Tanpa kompromi, rasa takut itu bisa menyerang siapa pun, baik anak kecil atau orangtua, orang miskin atau kaya. Bahkan dari rakyat jelata, pejabat, hingga pemegang tampuk kekuasaan.
Ketakutan itu bisa muncul secara mendadak, di sembarang tempat, dan tak kenal waktu.
Ketakutan itu ibarat virus penyakit yang cepat menyebar ke seluruh tubuh. Jika tidak dikelola dengan baik dan dicari solusinya, ketakutan itu dapat membuat hidup kita jadi tidak tenang, penuh kekhawatiran, dan stres.
Pertanyaannya, apa enaknya hidup dalam ketakutan?
Kenyataannya, tidak seorangpun ingin hidup dalam ketakutan. Tapi tidak semua orang mampu untuk mengelola dan mengatasinya.
Rasa takut, apapun asal muasalnya itu harus dirunut untuk ditemukan akar masalah dan solusinya.
Sebagai contoh rasa takut yang timbul dari diri sendiri. Kita takut dikecewakan, kegelapan, takut gagal, dan seterusnya. Padahal ketakutan itu hal yang belum pasti terjadi. Ketakutan, karena kita kurang percaya diri.
Untuk mengatasi ketakutan itu dibutuhkan kebesaran hati dan kesiap-sediaan kita mengatasi permasalahan itu.
Kita takut gagal ujian, ya, belajar dan menyiapkan diri dengan baik. Takut hantu, ya, kita sadar bahwa derajat kita lebih tinggi dari hantu yang semestinya hartu itu takut pada kita.
Begitu pula dengan ketakutan yang muncul dari faktor luar. Misal, kita takut diancam atasan yang terlibat kasus korupsi, penganiayaan, atau pembunuhan. Jika berani cerita ke media, kita bakal dilibatkan, dipecat, atau hingga dibunuh.
Kita takut membayangkan, kelak hidup ini jadi makin suram, jika dipecat dari pekerjaan. Kita bakal dianiaya oleh orang suruhan bos. Kita dikambing-hitamkan agar masuk penjara. Dan seterusnya.
Ketakutan yang berlebihan itu membuat hidup kita makin tidak tenang, was-was, dan stres. Akibatnya, kita berani menutupi realita itu dengan melakukan perbuatan yang menyimpang logika. Dan menyembunyikan borok itu di kedalaman hati.
Padahal, sesungguhnya, kejahatan yang kita lindungi itu tidak sepadan dengan dosa, beban jiwa yang tertekan, stres, hingga aib yang bakal kita tanggung.

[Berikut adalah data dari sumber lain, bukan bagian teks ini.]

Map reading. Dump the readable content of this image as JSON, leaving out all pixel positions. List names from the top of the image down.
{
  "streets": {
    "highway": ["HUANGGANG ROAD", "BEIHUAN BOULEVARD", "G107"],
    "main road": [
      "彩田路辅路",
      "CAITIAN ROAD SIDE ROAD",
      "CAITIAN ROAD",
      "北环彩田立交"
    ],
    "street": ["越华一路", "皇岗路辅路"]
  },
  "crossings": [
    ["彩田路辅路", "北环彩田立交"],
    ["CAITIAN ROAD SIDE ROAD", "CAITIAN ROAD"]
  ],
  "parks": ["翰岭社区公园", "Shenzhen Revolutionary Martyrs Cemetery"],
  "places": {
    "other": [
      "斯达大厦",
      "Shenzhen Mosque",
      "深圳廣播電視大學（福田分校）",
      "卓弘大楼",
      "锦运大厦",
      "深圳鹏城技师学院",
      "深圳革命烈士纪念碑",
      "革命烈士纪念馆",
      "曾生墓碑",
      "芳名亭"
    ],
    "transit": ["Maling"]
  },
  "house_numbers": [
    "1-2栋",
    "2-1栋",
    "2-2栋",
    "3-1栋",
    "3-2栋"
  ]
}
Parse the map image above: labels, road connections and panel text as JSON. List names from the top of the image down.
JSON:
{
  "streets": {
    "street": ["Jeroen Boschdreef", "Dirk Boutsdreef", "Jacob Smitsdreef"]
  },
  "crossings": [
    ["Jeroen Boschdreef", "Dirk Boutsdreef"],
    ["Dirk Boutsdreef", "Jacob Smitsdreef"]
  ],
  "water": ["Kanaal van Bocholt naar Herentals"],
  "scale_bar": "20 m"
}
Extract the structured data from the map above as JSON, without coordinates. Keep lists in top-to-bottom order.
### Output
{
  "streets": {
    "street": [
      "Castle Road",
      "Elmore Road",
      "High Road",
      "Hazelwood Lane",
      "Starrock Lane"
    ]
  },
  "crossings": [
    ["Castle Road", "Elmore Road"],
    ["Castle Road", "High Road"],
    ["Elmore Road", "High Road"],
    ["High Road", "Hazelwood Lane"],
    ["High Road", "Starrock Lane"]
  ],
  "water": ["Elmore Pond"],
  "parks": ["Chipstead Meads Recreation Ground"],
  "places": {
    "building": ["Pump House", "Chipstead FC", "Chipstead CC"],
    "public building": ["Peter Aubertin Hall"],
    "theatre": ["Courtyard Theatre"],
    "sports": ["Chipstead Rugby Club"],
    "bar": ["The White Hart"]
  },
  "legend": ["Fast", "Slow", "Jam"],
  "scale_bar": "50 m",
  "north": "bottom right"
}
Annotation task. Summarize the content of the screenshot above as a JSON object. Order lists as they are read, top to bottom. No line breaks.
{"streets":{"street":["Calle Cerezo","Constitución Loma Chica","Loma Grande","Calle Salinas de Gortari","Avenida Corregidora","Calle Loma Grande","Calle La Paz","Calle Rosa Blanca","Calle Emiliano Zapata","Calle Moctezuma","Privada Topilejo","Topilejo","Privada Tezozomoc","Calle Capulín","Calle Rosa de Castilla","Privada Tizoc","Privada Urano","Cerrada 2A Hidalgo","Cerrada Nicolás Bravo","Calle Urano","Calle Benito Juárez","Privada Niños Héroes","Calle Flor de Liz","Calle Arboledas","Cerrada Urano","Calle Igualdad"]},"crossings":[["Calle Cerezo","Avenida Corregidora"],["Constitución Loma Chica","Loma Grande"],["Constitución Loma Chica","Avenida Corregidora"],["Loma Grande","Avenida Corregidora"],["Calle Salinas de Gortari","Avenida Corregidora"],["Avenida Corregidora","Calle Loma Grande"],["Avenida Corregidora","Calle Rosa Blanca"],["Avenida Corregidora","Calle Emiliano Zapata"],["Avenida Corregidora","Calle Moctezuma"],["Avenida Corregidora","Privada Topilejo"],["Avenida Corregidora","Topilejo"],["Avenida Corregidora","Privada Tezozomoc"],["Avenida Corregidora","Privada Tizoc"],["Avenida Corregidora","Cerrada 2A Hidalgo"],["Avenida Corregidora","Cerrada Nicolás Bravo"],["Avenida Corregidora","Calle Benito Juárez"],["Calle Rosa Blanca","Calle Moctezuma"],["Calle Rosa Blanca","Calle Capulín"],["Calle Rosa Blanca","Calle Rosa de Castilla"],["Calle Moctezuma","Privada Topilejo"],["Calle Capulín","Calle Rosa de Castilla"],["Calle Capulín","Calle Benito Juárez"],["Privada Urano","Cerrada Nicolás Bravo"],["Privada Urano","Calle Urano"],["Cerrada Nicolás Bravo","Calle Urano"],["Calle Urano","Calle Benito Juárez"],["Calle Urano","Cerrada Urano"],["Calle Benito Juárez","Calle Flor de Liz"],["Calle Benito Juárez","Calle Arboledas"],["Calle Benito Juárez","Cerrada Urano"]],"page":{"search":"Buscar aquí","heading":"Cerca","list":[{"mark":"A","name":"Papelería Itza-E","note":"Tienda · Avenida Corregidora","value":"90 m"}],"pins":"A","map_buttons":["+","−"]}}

Alangkah bijak, ketika menghadapi masalah berat atau rumit, kita minta saran pada orang yang terdekat, ahli di bidangnya, dan seterusnya. Untuk menentukan sikap, bahwa kita sungguh bersih, tidak tersangkut dalam kasus itu, dan agar hidup kita tentram.
Sejatinya, ketika kita melindungi orang salah dan berbuat jahat itu adalah dosa. Karena kita ikut bertanggung jawab untuk jadi saksi kebenaran.
Akui kesalahan dan dosa, itu jiwa ksatria. Tapi perbaiki kesalahan untuk jadi makin baik, itu hebat! Teruslah berbuat baik, dan bahagia.